Economist Thomas Piketty used post-election polls from France, the UK and the US to create a remarkable evolution in left-wing political parties: “From the workers’ party to the higher education party.” He noted in a 2018 paper that in the mid-20th century left-wing parties depended on less educated and lower income voters to form their electoral base. But more recently, these parties have become dependent on graduates. Mr. Piketty refers to this new base as the “Brahmin left”, as in the Indian upper caste.
The Democratic Party’s transformation is aptly summed up by Senate Leader Chuck Schumer, who bragged in 2016, “ For every worker Democrat we lose in Western Pennsylvania, we’re picking up two moderate Republicans in the Philadelphia suburbs, and you can repeat that in Ohio. and Illinois and Wisconsin. The strategy did not work for his party that year, but it paid off in the 2020 presidential election. Strong performances in the educated suburbs allowed Democrats to conquer new territory, including Arizona and Georgia.

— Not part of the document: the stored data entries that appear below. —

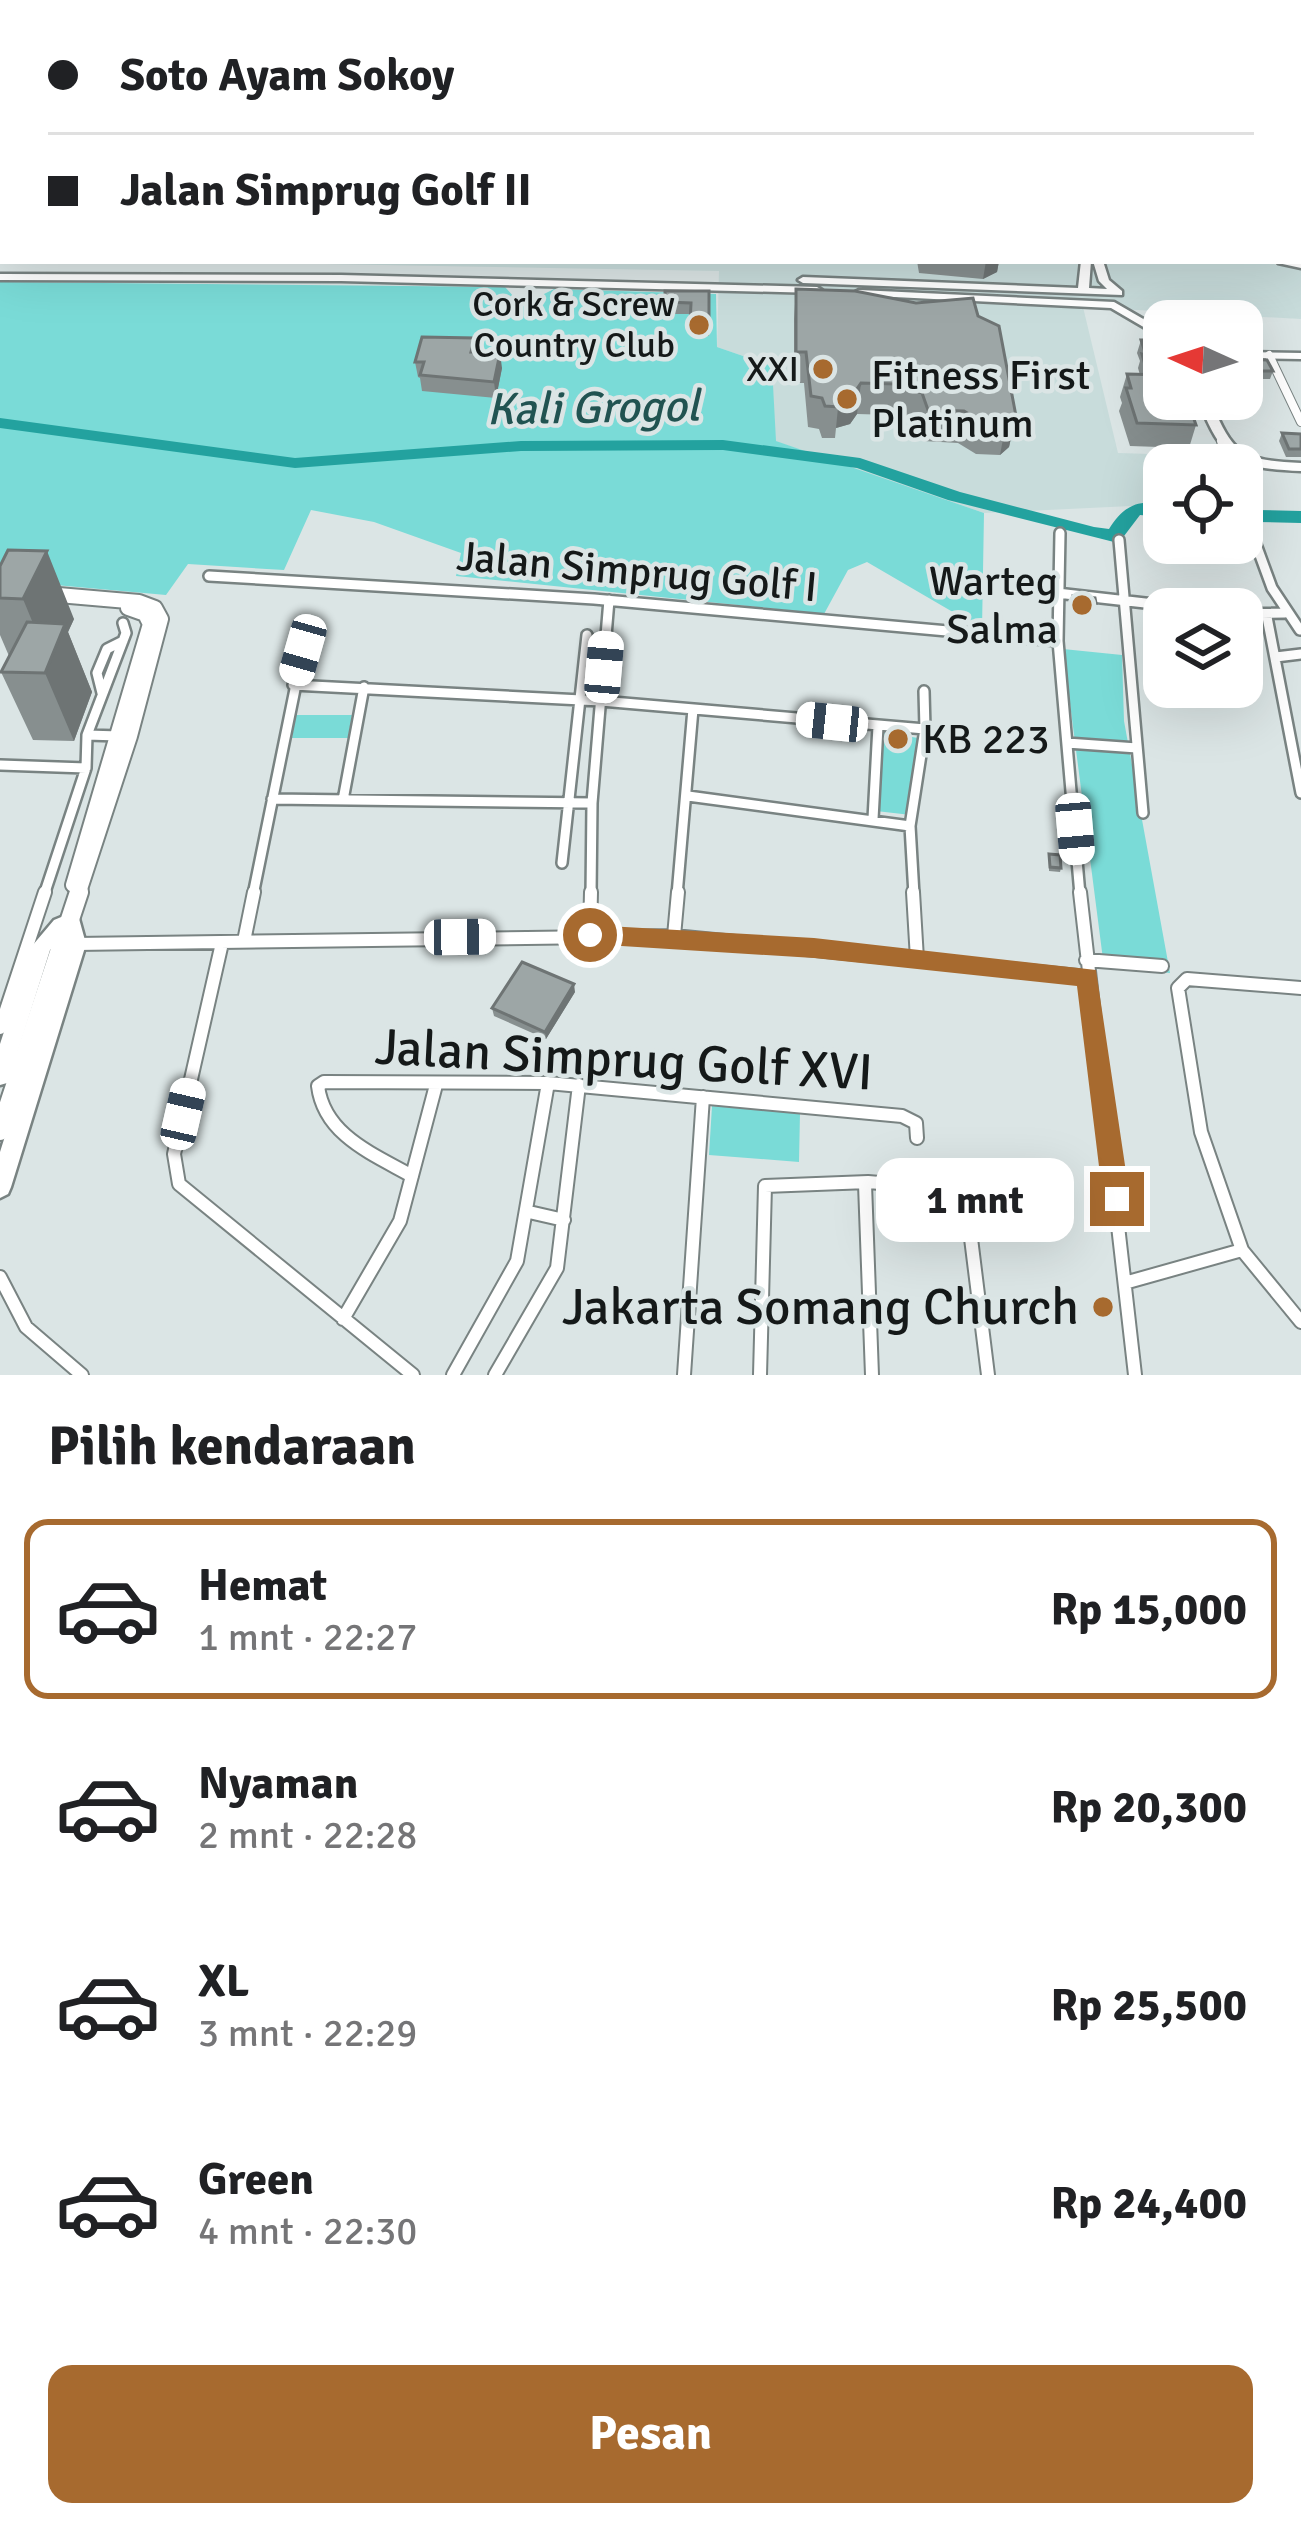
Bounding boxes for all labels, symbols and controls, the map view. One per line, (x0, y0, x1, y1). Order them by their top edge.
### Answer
text: Soto Ayam Sokoy (120, 48, 454, 103)
text: Jalan Simprug Golf II (120, 163, 532, 218)
place label: Cork & Screw Country Club (472, 282, 675, 368)
north arrow (1143, 300, 1263, 420)
map controls (1143, 300, 1263, 708)
marker: Cork & Screw Country Club (686, 312, 712, 338)
place label: XXI (746, 347, 799, 392)
place label: Fitness First Platinum (871, 350, 1091, 449)
marker: XXI (810, 356, 836, 382)
water label: Kali Grogol (486, 379, 703, 437)
marker: Fitness First Platinum (834, 386, 860, 412)
button: locate (1143, 444, 1263, 564)
street label: Jalan Simprug Golf I (455, 531, 819, 613)
place label: Warteg Salma (929, 556, 1058, 655)
button: layers (1143, 588, 1263, 708)
marker: Warteg Salma (1069, 592, 1095, 618)
car (276, 610, 330, 690)
car (583, 630, 625, 704)
car (794, 700, 870, 744)
place label: KB 223 (922, 714, 1050, 765)
marker: KB 223 (885, 726, 911, 752)
car (1054, 792, 1096, 866)
route start (563, 908, 617, 962)
car (424, 918, 496, 956)
street label: Jalan Simprug Golf XVI (373, 1016, 875, 1104)
car (157, 1075, 209, 1153)
callout: 1 mnt (877, 1157, 1075, 1241)
route end (1090, 1172, 1144, 1226)
text: 1 mnt (926, 1176, 1024, 1224)
place label: Jakarta Somang Church (562, 1276, 1079, 1339)
marker: Jakarta Somang Church (1090, 1294, 1116, 1320)
text: Pilih kendaraan (48, 1413, 416, 1480)
icon: car (54, 1555, 162, 1663)
text: Hemat (198, 1558, 327, 1613)
text: Rp 15,000 (1050, 1582, 1247, 1637)
text: 1 mnt · 22:27 (198, 1613, 417, 1661)
icon: car (54, 1753, 162, 1861)
text: Nyaman (198, 1756, 358, 1811)
text: Rp 20,300 (1050, 1780, 1247, 1835)
text: 2 mnt · 22:28 (198, 1811, 417, 1859)
icon: car (54, 1951, 162, 2059)
text: XL (198, 1954, 249, 2009)
text: Rp 25,500 (1050, 1978, 1247, 2033)
text: 3 mnt · 22:29 (198, 2009, 417, 2057)
icon: car (54, 2149, 162, 2257)
text: Green (198, 2152, 314, 2207)
text: Rp 24,400 (1050, 2176, 1247, 2231)
text: 4 mnt · 22:30 (198, 2207, 417, 2255)
button: Pesan (48, 2365, 1253, 2503)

Political parties are voter coalitions; as bases evolve, so do policies. It is hardly surprising that Mr Schumer, who has urged Democrats to embrace a suburban strategy, is now advising the president-elect
to forgive each graduate up to $ 50,000 in federal student loan.
Forgiveness of student debt would play well with the growing number of educated elites in the Democrats. But how much would it help the workers who were once the backbone of the Democratic Party? Senator Elizabeth Warren argues that canceling student debt would be “the greatest stimulus we can add to the economy.”
But Jason Furman, a chair of the Council of Economic Advisers under President Obama, writes that this remission “probably has a multiplier close to zero” because it would be taxable. Matt Bruenig, founder of the left-wing People’s Policy Project, writes that student debt cancellation is “perhaps the least effective incentive imaginable on a dollar-for-dollar basis” because “normal incentives try to put money in people’s pockets so they can spend it.” But forgiveness of student debts does not. It’s like spending $ 1 + trillion dollars, which is then immediately garnished by creditors, leaving households with no extra cash to spend. “
Some would argue that forgiveness will help relieve Americans who suffer from student debt. But notice which Americans will benefit the most. Like Adam Looney of the Brookings Institution
found it Last year, Ms. Warren’s proposal to forgive up to $ 50,000 in debt to Americans whose households earn less than $ 250,000 a year is regressive. Under her plan, the bottom 60% of households would receive only 34% of the benefit. That’s because college graduates – even those who have gone into debt to pay for their degrees – are relatively wealthy. If the government were to forgive $ 50,000 for all Americans without Ms. Warren’s $ 250,000 limit, the result would be even more money being sent to wealthier Americans.
A general student debt cancellation would be a Brahmin bailout, yielding economic benefits to the upper class while doing nothing for the truck driver in Toledo, Ohio, or the waitress at Waffle House in Atlanta. It would increase divisions between the higher educated and the rest of the country without reforming the student finance system or the bloated universities that caused the debt problem.
The federal government could instead allow current borrowers to refinance their loans at lower rates, allow student loans to be offloaded through bankruptcy, or require colleges and universities to repay a portion of the loan balance of students who cannot do so themselves . These ideas, offered by senators as ideologically diverse as Ms. Warren and Missouri Republican Josh Hawley, recognize that student debt is a real problem. But they don’t propose a major income transfer to some of the richest people with the best prospects in America.
Stopping Brahmin’s bailout would draw a line in the sand for the Democratic Party. It could choose to spend up to $ 1.6 trillion on taxpayers to cancel all student debts – as socialist flag bearer Senator Bernie Sanders suggested during his presidential campaign – or it could devote resources to the least of us. Brookings’s Melissa Kearney has estimated that we could eliminate most of the child poverty in the US by setting Social Security benefits for poor children at an annual cost of $ 179 billion.
In search of votes and campaign money, Democratic politicians have rightly decided that America’s university-educated elite is a key to both. But if they build policies around the narrow interests of this elite, they run the risk of further polarizing Americans along the class divide. That’s a recipe to fuel a populist movement that would make Democrats look back fondly on the Trump years.
Mr. Jilani is a freelance journalist based in Arlington, Virginia.